Even women with breast cancer whose disease has progressed despite taxane therapy may be able to achieve long-term disease control with a newly developed formulation of paclitaxel.
Data presented at the San Antonio Breast Cancer Symposium found that about one third of women with taxane-refractory metastatic breast cancer achieved objective clinical responses with nanoparticle albumin paclitaxel, called Abraxane, the new formulation that is designed to be at least as effective as paclitaxel but with less toxicity.
“The novel mechanism of action and the current clinical experience indicate that Abraxane, administered either weekly or once every three weeks offers an important new treatment option for patients with advanced breast cancer,” said Joyce O'shaughnessy, MD, Associate Director for Clinical Research, Director of Chemoprevention Research and Co-director of Breast Cancer Research for US Oncology.
Ok'd in January
Abraxane, being developed by American Bioscience Inc., which sponsored the study she presented, was approved by the Food and Drug Administration in January.
“We are looking forward to getting this drug added to our hospital formulary,” said Andrew Seidman, MD, Associate Attending Physician for the Breast Cancer Medicine Service at Memorial Sloan-Kettering Cancer Center.
“Abraxane has been shown to be safe and effective in metastatic breast cancer and can have activity among patients who had been previously taking taxanes.”
In the trial, Dr. O'shaughnessy recruited 106 patients whose breast cancer was progressing on their current regimens that included patients on taxane therapy. Of those, 16 achieved an objective response, and another 16 patients were able to achieve stable disease that was durable through at least 16 weeks, she reported in her poster presentation.
About one third of the women had disease progression while on paclitaxel, about a third on docetaxel, and the others had received both taxanes.
In the open-label Phase II study, patients were administered Abraxane at 125 mg/m2 via 30-minute intravenous infusions weekly for three weeks, followed by one week of rest.
The 28-day cycles were continued until signs of disease progression of biological intolerability. Adult women were eligible for the study if they had confirmed breast cancer with evidence of progression or metastasis. The average age of the participants was 53; most of the women were white, and nearly all were postmenopausal.
Dr.
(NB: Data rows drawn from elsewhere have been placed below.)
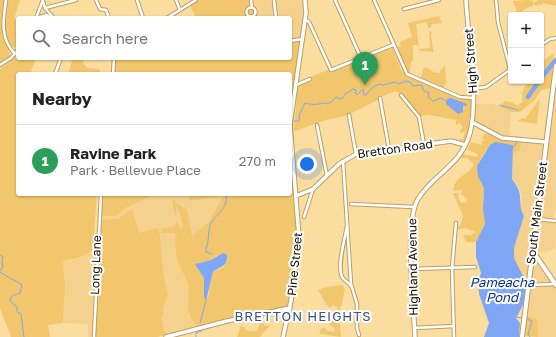 <!DOCTYPE html>
<meta charset="utf-8">
<style>
:root{--surface:#fff;--page:#f6f6f6;--text:#222;--muted:#767676;--line:#e0e0e0;--accent:#1a73e8}
body{margin:0;font-family:"Golos Text",sans-serif;background:var(--page);color:var(--text)}
.controls{position:absolute;right:12px;top:12px;display:grid;overflow:hidden;border-radius:4px;box-shadow:0 1px 3px #0004}
.controls button{width:36px;height:36px;display:grid;place-items:center;padding:0;border:0;border-bottom:1px solid var(--line);background:var(--surface);color:var(--text);font:20px sans-serif}
.you{position:absolute;left:307px;top:164px;width:14px;height:14px;margin:-10px;border:3px solid #fff;border-radius:50%;background:#1a73e8;box-shadow:0 0 0 6px #1a73e833}
.badge{display:grid;place-items:center;width:26px;height:26px;border-radius:50%;background:var(--accent);color:#fff;font-size:13px;font-weight:700}
.pin{position:absolute;translate:-50% -33px;filter:drop-shadow(0 1px 2px #0008)}
.pin::after{content:'';position:absolute;top:21px;width:14px;height:12px;background:inherit;clip-path:polygon(0 0,100% 0,50% 100%)}
.list{margin:0;padding:0;list-style:none}
h2{display:flex;justify-content:space-between;align-items:center;height:52px;margin:0;padding:0 16px;font-size:17px}
h2 small{font-size:13px;font-weight:400;color:var(--muted)}
.list li{display:grid;grid-template-columns:26px 1fr auto;gap:12px;align-items:center;box-sizing:border-box;height:72px;padding:0 16px;border-top:1px solid var(--line)}
.list b{display:block;font-size:15px;white-space:nowrap}
.list p{margin:0;font-size:13px;white-space:nowrap;color:var(--muted)}
.list em{font-size:13px;font-style:normal;color:var(--muted)}
.icon{flex:none;width:22px;height:22px;fill:none;stroke:currentColor;stroke-width:2;stroke-linecap:round;stroke-linejoin:round}
.map{position:relative;flex:none;width:556px;height:337px;overflow:hidden}
.search{position:absolute;background:var(--surface);box-shadow:0 1px 3px #0004;left:16px;top:16px;width:276px;height:44px;display:flex;align-items:center;gap:10px;box-sizing:border-box;padding:0 14px;border-radius:4px;color:var(--muted);font-size:15px}
.panel{position:absolute;background:var(--surface);box-shadow:0 1px 3px #0004;left:16px;top:72px;width:276px;height:124px;border-radius:4px}
.map>svg:first-child{display:block}
.built{fill:#f4d28e}
.green{fill:#f1c66d;fill-rule:evenodd}
.water{fill:#7fa7f6}
.lines{fill:none;stroke-linecap:round;stroke-linejoin:round}
.stream{stroke:#7fa7f6;stroke-width:1}
.river{stroke:#7fa7f6;stroke-width:4.5}
.minor-casing{stroke:#bc9e64;stroke-width:4.5}
.tertiary-casing{stroke:#bc9e64;stroke-width:5.5}
.secondary-casing{stroke:#bc9e64;stroke-width:6}
.primary-casing{stroke:#bc9e64;stroke-width:6}
.minor{stroke:#fff;stroke-width:2.5}
.tertiary{stroke:#fff;stroke-width:3.5}
.secondary{stroke:#fff;stroke-width:4}
.primary{stroke:#fff;stroke-width:4}
.labels{text-anchor:middle;stroke-width:4;stroke-linejoin:round;paint-order:stroke}
.street-label{font-size:12px;fill:#180e00;stroke:#fff}
.water-label{font-size:13px;font-style:italic;fill:#0732a2;stroke:#fff}
.neighbourhood-label{font-size:13px;letter-spacing:1px;fill:#38538d;stroke:#fff}
</style>
<div class="map">
<svg width="556" height="337" viewBox="0 0 556 337">
<rect width="100%" height="100%" fill="#fcdda0"/>
<g class="built">
<path d="M 253,0 L 303,0 L 304,18 L 301,41 L 290,42 L 290,18 L 259,18 L 256,15 Z"/>
<path d="M 552,76 L 556,76 L 556,207 L 553,218 L 556,223 L 556,242 L 555,249 L 539,254 L 556,281 L 534,283 L 524,278 L 514,258 L 514,248 L 524,216 L 521,210 L 522,198 L 519,187 L 512,179 L 513,145 L 506,137 L 497,135 L 474,121 L 475,104 L 494,104 L 511,112 L 509,137 L 543,140 Z"/>
<path d="M 102,194 L 188,194 L 189,201 L 223,195 L 208,223 L 192,237 L 180,266 L 187,282 L 189,295 L 187,306 L 189,316 L 197,326 L 158,337 L 88,337 L 88,324 L 63,323 L 65,283 L 63,261 L 81,258 L 88,254 L 93,249 L 99,248 Z"/>
<path d="M 533,285 L 554,285 L 556,287 L 556,337 L 538,337 L 526,316 L 530,287 Z"/>
</g>
<g class="green">
<path d="M 0,0 L 4,0 L 2,34 L 10,53 L 10,56 L 0,63 Z"/>
<path d="M 7,0 L 20,0 L 14,19 L 18,20 L 18,46 L 14,48 C 0,40 6,14 7,0 Z"/>
<path d="M 198,0 L 253,0 L 256,15 L 259,18 L 196,18 L 190,6 Z"/>
<path d="M 527,0 L 533,1 L 533,4 L 538,0 L 556,0 L 556,6 L 543,3 L 542,5 L 534,5 L 523,10 L 523,15 L 518,15 L 513,1 Z"/>
<path d="M 439,16 L 442,23 L 432,24 L 430,28 L 428,28 L 427,22 L 416,24 L 419,49 L 430,48 L 429,31 L 433,32 L 431,34 L 433,50 L 435,52 L 420,51 L 419,50 L 418,45 L 413,45 L 413,60 L 411,62 L 410,73 L 407,72 L 396,48 L 401,46 L 400,42 L 412,37 L 408,23 Z"/>
<path d="M 301,41 L 290,100 L 290,74 L 115,74 L 116,58 L 290,58 L 290,42 Z"/>
<path d="M 391,44 L 401,69 L 408,77 L 415,79 L 459,98 L 471,100 L 472,114 L 466,139 L 463,141 L 458,139 L 463,139 L 465,131 L 460,134 L 461,129 L 463,127 L 460,123 L 456,125 L 456,120 L 429,115 L 421,116 L 401,92 L 398,93 L 396,91 L 378,98 L 378,100 L 348,115 L 323,121 L 295,131 L 294,130 L 298,82 Z"/>
<path d="M 554,53 L 551,88 L 541,90 L 535,100 L 520,112 L 511,112 L 500,107 L 505,101 L 511,102 L 518,106 L 523,101 C 521,92 523,88 529,81 L 541,81 L 541,62 Z"/>
<path d="M 18,55 L 18,58 L 36,58 L 31,71 L 36,74 L 18,74 L 18,194 L 97,194 L 93,249 C 84,259 75,258 63,261 L 65,283 L 63,323 L 48,325 L 50,337 L 11,337 L 0,308 L 0,69 Z"/>
<path d="M 73,58 L 83,58 L 83,63 L 87,68 L 99,69 L 101,73 L 68,74 Z"/>
<path d="M 445,65 L 446,82 L 444,88 L 421,78 L 423,69 L 426,67 L 434,72 L 439,73 Z"/>
<path d="M 540,98 L 537,124 L 517,121 L 523,118 L 525,119 Z"/>
<path d="M 488,133 L 503,140 L 521,142 L 520,150 L 513,153 L 513,145 L 498,143 L 486,150 L 479,162 L 481,183 L 484,188 L 483,209 L 485,224 L 476,242 L 466,242 L 463,235 L 471,235 L 476,232 L 465,228 L 457,230 L 461,224 L 463,216 L 453,193 L 459,193 L 458,197 L 461,203 L 466,202 L 467,199 L 461,194 L 462,190 L 454,191 L 453,189 C 458,173 469,176 474,164 L 467,158 L 460,158 L 462,154 L 477,157 L 478,154 L 467,150 L 471,142 L 482,145 L 482,141 L 485,140 L 482,138 L 484,134 Z"/>
<path d="M 290,152 L 297,240 L 288,306 L 197,326 C 179,305 193,303 187,282 C 185,275 180,269 178,262 C 175,255 176,245 175,237 L 177,235 L 174,233 L 161,233 L 161,229 L 175,226 L 175,223 L 178,222 L 180,229 L 183,228 L 181,217 L 176,205 L 177,215 L 175,215 L 172,200 L 175,199 L 176,203 L 187,210 L 192,236 L 208,223 L 223,196 L 189,201 L 188,194 L 290,194 ZM 218,255 L 228,259 L 224,267 L 213,272 L 208,298 L 204,296 L 205,280 L 197,263 L 211,260 Z"/>
<path d="M 102,194 L 149,194 L 149,197 L 125,208 L 116,216 L 101,216 Z"/>
<path d="M 132,209 L 139,233 L 157,228 L 159,229 L 164,279 L 168,294 L 163,308 L 163,316 L 161,317 L 164,331 L 167,334 L 157,337 L 95,337 L 100,220 L 118,219 Z"/>
<path d="M 342,285 L 345,290 L 339,314 L 341,337 L 321,334 L 319,331 L 323,327 L 328,331 L 334,332 L 335,328 L 329,325 L 331,321 L 336,319 L 338,308 L 333,305 L 330,308 C 324,303 323,297 318,290 L 327,287 Z"/>
<path d="M 526,316 L 537,319 L 538,337 L 524,336 Z"/>
<path d="M 261,323 L 264,323 L 264,326 L 270,325 L 260,337 L 237,337 L 240,327 L 244,327 C 247,332 251,332 256,331 Z"/>
</g>
<g class="water">
<path d="M 451,98 L 467,104 L 466,106 L 463,105 L 463,112 L 458,114 L 446,104 L 447,99 Z"/>
<path d="M 495,142 L 513,145 L 512,179 C 526,197 516,201 524,216 L 514,248 L 514,258 L 524,278 L 525,291 L 523,305 L 516,318 L 520,323 L 519,337 L 484,337 L 489,323 L 479,294 L 478,282 L 481,273 L 476,257 L 476,242 L 485,224 L 483,209 L 484,188 L 478,176 L 477,166 L 490,145 Z"/>
<path d="M 223,253 L 227,255 C 228,267 220,266 213,272 L 206,301 L 204,296 L 204,278 L 195,264 L 211,260 Z"/>
</g>
<g class="lines">
<g class="stream">
<path d="M 499,105 L 518,110"/>
<path d="M 294,121 L 299,121 L 300,113 L 305,103 C 314,106 321,103 330,103 L 336,97 L 341,99 L 343,98 L 345,94 L 353,89 L 356,90 L 355,93 L 357,95 L 363,89 L 364,95 L 366,95 L 373,87 L 379,84 L 383,85 L 395,82 L 399,84 L 406,81 L 410,82 L 413,86 L 422,85 L 423,90 L 429,93 L 428,97 L 433,101 L 441,98 L 447,102"/>
<path d="M 513,148 L 517,142"/>
<path d="M 212,254 L 206,252 L 206,249 C 209,242 208,232 210,225 C 214,216 229,208 226,195 L 228,194"/>
<path d="M 0,255 L 3,257 L 2,264 L 3,267 L 0,271"/>
<path d="M 0,272 C 7,277 15,280 22,285 L 20,293 C 15,296 11,293 10,301 L 17,307 L 17,312 L 21,314 L 24,337"/>
<path d="M 516,317 L 522,318"/>
<path d="M 527,319 L 532,321 L 528,334 L 530,337"/>
<path d="M 200,323 L 206,301"/>
<path d="M 196,337 L 196,333 L 202,331"/>
</g>
<g class="river">
<path d="M 541,78 L 556,60"/>
<path d="M 528,97 L 539,81"/>
</g>
<g class="minor-casing">
<g id="minor">
<path d="M 6,0 C 3,20 0,39 15,54"/>
<path d="M 96,0 L 100,9 L 106,10 L 109,18"/>
<path d="M 137,0 L 143,18"/>
<path d="M 176,0 L 180,10"/>
<path d="M 251,0 L 252,8"/>
<path d="M 274,0 L 276,18"/>
<path d="M 335,0 L 361,58"/>
<path d="M 374,0 L 407,74 L 460,97 L 473,98"/>
<path d="M 496,0 L 498,22 L 510,69"/>
<path d="M 43,1 L 45,8 L 52,16"/>
<circle cx="251" cy="12" r="4.5"/>
<path d="M 45,8 L 76,0"/>
<path d="M 404,9 L 439,0"/>
<path d="M 36,18 L 43,0"/>
<path d="M 37,18 L 46,15 L 53,18"/>
<path d="M 167,18 L 196,0"/>
<path d="M 305,19 L 309,22 L 331,70 L 393,45"/>
<path d="M 290,41 L 302,39"/>
<path d="M 541,45 L 550,39 L 556,38"/>
<path d="M 0,65 L 11,58 L 18,50"/>
<path d="M 55,74 L 61,58"/>
<path d="M 113,74 L 114,58"/>
<path d="M 296,85 L 310,79"/>
<path d="M 472,89 L 486,87 L 511,69"/>
<path d="M 401,95 L 419,117 L 424,145"/>
<path d="M 380,98 L 389,149"/>
<path d="M 349,115 L 356,154"/>
<path d="M 317,125 L 327,176"/>
<path d="M 343,161 L 351,284 L 357,304 L 357,328 L 359,335"/>
<path d="M 351,204 L 414,207"/>
<path d="M 304,217 L 313,189"/>
<path d="M 537,219 L 556,221"/>
<path d="M 347,226 C 345,238 337,266 342,277 C 344,281 349,282 351,286"/>
<path d="M 412,269 L 475,267"/>
<path d="M 529,285 L 556,284"/>
<path d="M 414,328 L 454,326"/>
<path d="M 94,337 L 101,194"/>
<path d="M 454,337 L 452,268 L 456,223"/>
</g>
</g>
<g class="tertiary-casing">
<g id="tertiary">
<path d="M 472,122 L 502,138 L 546,142"/>
<path d="M 296,196 L 313,189 L 339,164 L 356,154 L 451,141 L 465,145"/>
<path d="M 166,337 L 227,321 L 290,308"/>
<path d="M 283,337 L 291,301 L 299,237 L 290,125 L 306,13 L 305,0"/>
<path d="M 415,337 C 414,308 404,221 418,199 C 434,173 461,166 470,133 C 479,97 468,39 466,0"/>
</g>
</g>
<g class="secondary-casing">
<path id="secondary" d="M 532,250 L 556,285"/>
</g>
<g class="primary-casing">
<path id="primary" d="M 522,337 L 556,66"/>
</g>
<use href="#minor" class="minor"/>
<use href="#tertiary" class="tertiary"/>
<use href="#secondary" class="secondary"/>
<use href="#primary" class="primary"/>
</g>
<g class="labels">
<g class="street-label">
<text transform="translate(471 61) rotate(-94)" y="4">High Street</text>
<text transform="translate(395 149) rotate(-8)" y="4">Bretton Road</text>
<text transform="translate(537 213) rotate(-83)" y="4">South Main Street</text>
<text transform="translate(295 264) rotate(-84)" y="4">Pine Street</text>
<text transform="translate(96 265) rotate(-88)" y="4">Long Lane</text>
<text transform="translate(413 267) rotate(-91)" y="4">Highland Avenue</text>
</g>
<g class="water-label">
<text x="502" y="287">Pameacha<tspan x="502" dy="15">Pond</tspan></text>
</g>
<g class="neighbourhood-label">
<text x="303" y="321">BRETTON HEIGHTS</text>
</g>
</g>
</svg>
<div class="controls">
<button>+</button>
<button>−</button>
</div>
<div class="you"></div>
<div class="pin badge" style="left:365px;top:85px;background:#2e9e5b">1</div>
<div class="search"><svg class="icon" aria-label="search" viewBox="0 0 24 24"><circle cx="10" cy="10" r="6"/><path d="M15 15l6 6"/></svg>Search here</div>
<section class="panel">
<h2>Nearby<small></small></h2>
<ul class="list">
<li><span class="badge" style="background:#2e9e5b">1</span><div><b>Ravine Park</b><p>Park · Bellevue Place</p></div><em>270 m</em></li>
</ul>
</section>
</div>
O'shaughnessy said 75% of the women in the study were able to take the full dose of Abraxane. Most patients who had to stop due to toxicity were able to resume treatment at reduced levels.
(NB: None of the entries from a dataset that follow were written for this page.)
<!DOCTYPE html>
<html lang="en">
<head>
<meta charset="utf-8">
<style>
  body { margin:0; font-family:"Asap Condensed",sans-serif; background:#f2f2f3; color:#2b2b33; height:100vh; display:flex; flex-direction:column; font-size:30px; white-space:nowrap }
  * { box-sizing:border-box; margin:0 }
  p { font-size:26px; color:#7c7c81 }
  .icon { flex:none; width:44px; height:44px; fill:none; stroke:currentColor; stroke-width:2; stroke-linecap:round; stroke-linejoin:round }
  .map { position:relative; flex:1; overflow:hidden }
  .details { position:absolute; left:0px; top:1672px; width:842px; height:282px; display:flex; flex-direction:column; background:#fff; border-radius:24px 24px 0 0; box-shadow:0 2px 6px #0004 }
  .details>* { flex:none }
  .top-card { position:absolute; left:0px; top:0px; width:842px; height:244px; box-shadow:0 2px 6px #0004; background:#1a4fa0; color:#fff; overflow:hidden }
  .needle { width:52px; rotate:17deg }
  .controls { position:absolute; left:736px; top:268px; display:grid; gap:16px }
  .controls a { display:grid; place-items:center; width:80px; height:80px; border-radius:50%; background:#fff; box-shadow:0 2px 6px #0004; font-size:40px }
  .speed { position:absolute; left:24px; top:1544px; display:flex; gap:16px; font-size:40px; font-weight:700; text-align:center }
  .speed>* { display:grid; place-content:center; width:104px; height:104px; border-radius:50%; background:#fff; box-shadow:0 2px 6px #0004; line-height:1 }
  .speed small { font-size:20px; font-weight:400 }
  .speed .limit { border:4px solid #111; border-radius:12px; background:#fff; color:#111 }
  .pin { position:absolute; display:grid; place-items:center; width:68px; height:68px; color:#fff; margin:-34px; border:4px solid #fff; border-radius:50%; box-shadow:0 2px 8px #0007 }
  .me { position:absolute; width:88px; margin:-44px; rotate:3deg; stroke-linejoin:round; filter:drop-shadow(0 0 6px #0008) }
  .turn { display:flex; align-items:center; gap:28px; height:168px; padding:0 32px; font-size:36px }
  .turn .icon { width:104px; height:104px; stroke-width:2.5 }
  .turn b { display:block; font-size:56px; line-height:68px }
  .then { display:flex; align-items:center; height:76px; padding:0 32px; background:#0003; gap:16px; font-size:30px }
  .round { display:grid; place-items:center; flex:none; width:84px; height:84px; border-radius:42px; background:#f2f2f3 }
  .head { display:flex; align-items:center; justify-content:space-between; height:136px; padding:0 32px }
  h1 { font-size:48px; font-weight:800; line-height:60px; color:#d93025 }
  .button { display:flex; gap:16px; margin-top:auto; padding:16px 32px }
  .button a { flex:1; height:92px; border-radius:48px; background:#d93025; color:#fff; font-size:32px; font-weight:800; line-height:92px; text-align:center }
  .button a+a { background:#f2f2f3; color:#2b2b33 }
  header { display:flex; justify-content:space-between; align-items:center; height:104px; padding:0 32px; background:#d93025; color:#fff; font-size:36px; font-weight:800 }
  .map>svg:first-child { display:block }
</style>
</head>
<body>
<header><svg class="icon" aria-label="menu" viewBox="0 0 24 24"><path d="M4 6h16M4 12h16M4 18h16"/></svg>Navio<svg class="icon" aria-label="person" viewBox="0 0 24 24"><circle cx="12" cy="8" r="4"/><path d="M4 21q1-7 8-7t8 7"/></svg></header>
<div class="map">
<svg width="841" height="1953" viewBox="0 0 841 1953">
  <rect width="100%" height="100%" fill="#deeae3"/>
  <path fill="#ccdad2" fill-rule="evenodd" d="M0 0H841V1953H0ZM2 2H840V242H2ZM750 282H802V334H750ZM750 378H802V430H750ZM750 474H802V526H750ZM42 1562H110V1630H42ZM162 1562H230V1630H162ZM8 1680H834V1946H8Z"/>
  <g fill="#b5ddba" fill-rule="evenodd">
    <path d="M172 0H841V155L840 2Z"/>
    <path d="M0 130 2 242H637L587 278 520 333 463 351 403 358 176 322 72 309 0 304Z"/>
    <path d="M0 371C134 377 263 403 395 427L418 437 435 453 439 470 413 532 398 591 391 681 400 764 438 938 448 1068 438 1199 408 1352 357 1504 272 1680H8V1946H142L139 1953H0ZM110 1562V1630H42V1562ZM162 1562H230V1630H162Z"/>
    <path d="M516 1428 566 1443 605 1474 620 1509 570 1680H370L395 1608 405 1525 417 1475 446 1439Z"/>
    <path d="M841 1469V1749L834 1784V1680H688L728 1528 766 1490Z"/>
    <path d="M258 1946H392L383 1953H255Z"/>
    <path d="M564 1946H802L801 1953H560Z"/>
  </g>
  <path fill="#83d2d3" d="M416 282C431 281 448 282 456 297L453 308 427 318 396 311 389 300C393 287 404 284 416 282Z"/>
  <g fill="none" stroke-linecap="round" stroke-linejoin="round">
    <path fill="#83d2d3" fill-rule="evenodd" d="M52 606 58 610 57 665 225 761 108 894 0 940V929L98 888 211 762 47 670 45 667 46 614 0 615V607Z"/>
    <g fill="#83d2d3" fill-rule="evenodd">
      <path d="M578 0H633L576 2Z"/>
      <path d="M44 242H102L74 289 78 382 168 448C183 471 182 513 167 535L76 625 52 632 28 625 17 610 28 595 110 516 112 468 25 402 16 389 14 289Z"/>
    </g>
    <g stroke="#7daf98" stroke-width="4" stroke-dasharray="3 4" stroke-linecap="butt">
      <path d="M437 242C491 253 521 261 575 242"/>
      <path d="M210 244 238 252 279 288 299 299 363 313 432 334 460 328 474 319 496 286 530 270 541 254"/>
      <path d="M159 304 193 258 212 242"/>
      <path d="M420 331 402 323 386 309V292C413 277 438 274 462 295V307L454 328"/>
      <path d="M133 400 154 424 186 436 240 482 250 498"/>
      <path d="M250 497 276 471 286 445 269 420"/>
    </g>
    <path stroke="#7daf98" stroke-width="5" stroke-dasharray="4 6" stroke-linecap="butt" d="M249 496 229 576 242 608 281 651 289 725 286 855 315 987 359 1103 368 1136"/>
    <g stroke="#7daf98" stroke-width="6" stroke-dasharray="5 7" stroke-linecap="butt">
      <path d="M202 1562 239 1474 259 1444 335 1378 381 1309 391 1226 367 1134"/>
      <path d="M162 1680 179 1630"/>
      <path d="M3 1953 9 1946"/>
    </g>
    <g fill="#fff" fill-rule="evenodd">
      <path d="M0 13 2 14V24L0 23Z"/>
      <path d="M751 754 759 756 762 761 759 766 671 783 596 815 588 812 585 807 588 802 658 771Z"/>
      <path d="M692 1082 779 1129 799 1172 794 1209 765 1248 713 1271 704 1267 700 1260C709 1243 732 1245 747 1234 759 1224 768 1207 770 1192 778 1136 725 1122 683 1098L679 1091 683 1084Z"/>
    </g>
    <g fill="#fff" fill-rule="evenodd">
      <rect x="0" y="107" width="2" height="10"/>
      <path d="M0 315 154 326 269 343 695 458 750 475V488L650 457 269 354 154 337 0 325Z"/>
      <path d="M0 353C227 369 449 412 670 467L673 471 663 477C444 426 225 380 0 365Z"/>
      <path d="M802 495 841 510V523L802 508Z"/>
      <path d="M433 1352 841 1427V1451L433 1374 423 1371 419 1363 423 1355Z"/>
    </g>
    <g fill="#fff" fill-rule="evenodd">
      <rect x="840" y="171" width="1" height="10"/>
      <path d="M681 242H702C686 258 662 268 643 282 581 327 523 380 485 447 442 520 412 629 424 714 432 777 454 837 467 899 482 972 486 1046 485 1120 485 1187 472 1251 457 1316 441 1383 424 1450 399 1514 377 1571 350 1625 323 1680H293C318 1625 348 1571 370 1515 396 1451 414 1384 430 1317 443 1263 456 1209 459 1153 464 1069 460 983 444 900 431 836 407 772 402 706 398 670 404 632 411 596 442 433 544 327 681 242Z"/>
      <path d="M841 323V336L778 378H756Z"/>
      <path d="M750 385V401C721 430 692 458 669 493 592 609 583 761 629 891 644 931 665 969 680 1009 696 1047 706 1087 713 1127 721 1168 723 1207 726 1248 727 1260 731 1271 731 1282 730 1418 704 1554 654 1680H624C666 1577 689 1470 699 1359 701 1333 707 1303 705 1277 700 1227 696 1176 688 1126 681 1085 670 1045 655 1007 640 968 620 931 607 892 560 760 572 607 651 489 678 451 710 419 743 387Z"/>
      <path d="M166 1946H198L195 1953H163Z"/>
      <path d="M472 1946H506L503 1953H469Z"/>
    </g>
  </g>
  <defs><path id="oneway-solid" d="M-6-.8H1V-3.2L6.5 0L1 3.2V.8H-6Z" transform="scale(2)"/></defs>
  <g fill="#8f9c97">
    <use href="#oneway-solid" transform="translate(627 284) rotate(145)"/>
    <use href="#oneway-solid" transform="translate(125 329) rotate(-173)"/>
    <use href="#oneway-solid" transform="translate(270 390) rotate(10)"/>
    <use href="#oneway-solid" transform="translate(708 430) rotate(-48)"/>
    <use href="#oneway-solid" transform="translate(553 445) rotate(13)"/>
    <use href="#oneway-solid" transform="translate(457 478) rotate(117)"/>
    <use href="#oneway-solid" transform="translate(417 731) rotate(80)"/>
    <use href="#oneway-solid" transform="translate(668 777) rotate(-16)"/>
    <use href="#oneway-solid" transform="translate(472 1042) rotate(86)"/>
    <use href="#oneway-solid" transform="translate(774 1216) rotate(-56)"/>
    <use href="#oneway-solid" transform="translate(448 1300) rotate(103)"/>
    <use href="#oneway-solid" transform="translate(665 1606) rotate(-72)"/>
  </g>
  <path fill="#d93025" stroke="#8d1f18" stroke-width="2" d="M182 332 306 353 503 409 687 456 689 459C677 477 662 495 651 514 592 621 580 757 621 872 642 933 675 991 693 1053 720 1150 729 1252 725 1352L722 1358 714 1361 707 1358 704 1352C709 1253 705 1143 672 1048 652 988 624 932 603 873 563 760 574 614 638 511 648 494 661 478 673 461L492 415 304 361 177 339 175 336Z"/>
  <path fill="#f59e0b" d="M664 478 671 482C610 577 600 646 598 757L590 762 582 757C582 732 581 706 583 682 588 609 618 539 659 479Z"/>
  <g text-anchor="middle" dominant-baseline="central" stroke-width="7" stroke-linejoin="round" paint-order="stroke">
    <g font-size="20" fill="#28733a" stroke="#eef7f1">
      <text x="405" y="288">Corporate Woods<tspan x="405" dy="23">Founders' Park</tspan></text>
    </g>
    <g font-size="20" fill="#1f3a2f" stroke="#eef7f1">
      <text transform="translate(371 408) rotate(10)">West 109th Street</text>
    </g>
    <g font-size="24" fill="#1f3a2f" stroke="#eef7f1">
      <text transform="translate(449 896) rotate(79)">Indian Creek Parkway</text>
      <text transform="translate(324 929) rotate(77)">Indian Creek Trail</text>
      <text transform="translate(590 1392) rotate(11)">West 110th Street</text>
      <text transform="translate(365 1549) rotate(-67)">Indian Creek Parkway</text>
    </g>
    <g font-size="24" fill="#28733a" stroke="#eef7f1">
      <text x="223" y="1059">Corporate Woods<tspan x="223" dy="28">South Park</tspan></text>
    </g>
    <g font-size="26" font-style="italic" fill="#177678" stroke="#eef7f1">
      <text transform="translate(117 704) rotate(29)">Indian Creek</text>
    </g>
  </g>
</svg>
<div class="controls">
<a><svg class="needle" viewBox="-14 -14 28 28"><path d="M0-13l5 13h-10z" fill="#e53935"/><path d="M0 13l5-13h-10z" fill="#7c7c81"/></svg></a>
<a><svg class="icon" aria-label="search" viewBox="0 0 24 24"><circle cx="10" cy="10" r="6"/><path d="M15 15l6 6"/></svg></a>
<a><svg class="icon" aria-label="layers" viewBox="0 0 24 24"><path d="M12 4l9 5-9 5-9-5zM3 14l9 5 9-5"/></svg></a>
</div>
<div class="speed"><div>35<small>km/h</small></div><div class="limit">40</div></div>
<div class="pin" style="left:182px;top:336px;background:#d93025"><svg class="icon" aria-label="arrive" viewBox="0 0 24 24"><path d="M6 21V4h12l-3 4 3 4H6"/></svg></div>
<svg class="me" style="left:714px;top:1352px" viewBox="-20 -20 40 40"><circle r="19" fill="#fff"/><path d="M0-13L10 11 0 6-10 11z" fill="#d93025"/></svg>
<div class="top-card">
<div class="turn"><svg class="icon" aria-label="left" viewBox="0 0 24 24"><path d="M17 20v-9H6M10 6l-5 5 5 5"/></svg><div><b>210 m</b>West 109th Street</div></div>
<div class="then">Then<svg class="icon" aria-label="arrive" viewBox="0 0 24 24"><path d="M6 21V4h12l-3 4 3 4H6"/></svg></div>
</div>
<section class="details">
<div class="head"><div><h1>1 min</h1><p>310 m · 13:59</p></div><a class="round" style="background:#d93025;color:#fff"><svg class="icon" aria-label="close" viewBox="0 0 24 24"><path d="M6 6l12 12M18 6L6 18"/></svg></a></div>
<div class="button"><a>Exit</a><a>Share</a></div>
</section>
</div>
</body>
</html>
Abraxane, previously known as ABI-007, is the first biologically interactive composition exploiting a receptor-mediated (gp60) pathway achieving high intracellular tumor concentrations of the active ingredient, paclitaxel.
Phase III studies have shown Abraxane's superiority over paclitaxel in time to progression and response in patients with metastatic breast cancer.
Robert Morgan, Jr., MD, Chief of Adult Neuro-Oncology at City of Hope National Medical Center, commented that the new formulation of paclitaxel might provide an added advantage for the drug, one of the most active treatments for many cancers including breast cancer.
“However, because of paclitaxel's poor solubility in blood, it must be administered dissolved in a substance called Cremophor,” Dr. Morgan explained.
“This agent, though, has substantial toxicity including severe allergic reactions for which pretreatment with powerful steroid medication plus histamine-receptor blockers must be given. Even with these safeguards, allergic reactions continue to occur in a small percentage of patients.”
Fewer Allergic Reactions
In order to prepare safer, more effective formulations of paclitaxel the nanoparticle albumin formulation has been investigated, Dr. Morgan continued.
“This is an advance in the administration of taxanes allowing shorter infusion times and the ability to administer the chemotherapy without the premedications and the attendant potential side effects of the pre-medications.”
The new study from Dr. O'shaughnessy shows that beyond the benefits of allowing safer and more convenient administration of paclitaxel, this formulation is also active in cancers that have become resistant to paclitaxel administered with Cremophor.
“This is perhaps because more of the active chemotherapy drug is able to reach the cancer where it is active,” he said. “This formulation is a definite improvement in an oncologist's ability to treat cancer with one of the most active medications.”
Dr. Seidman said the new formulation, in addition to possibly reducing allergic reactions, might offer a strategic advantage of getting more of the drug to the tumor.
Further studies of Abraxane are warranted, he added, to consider different regimen schedules and possible use of the drug in combination with other treatments.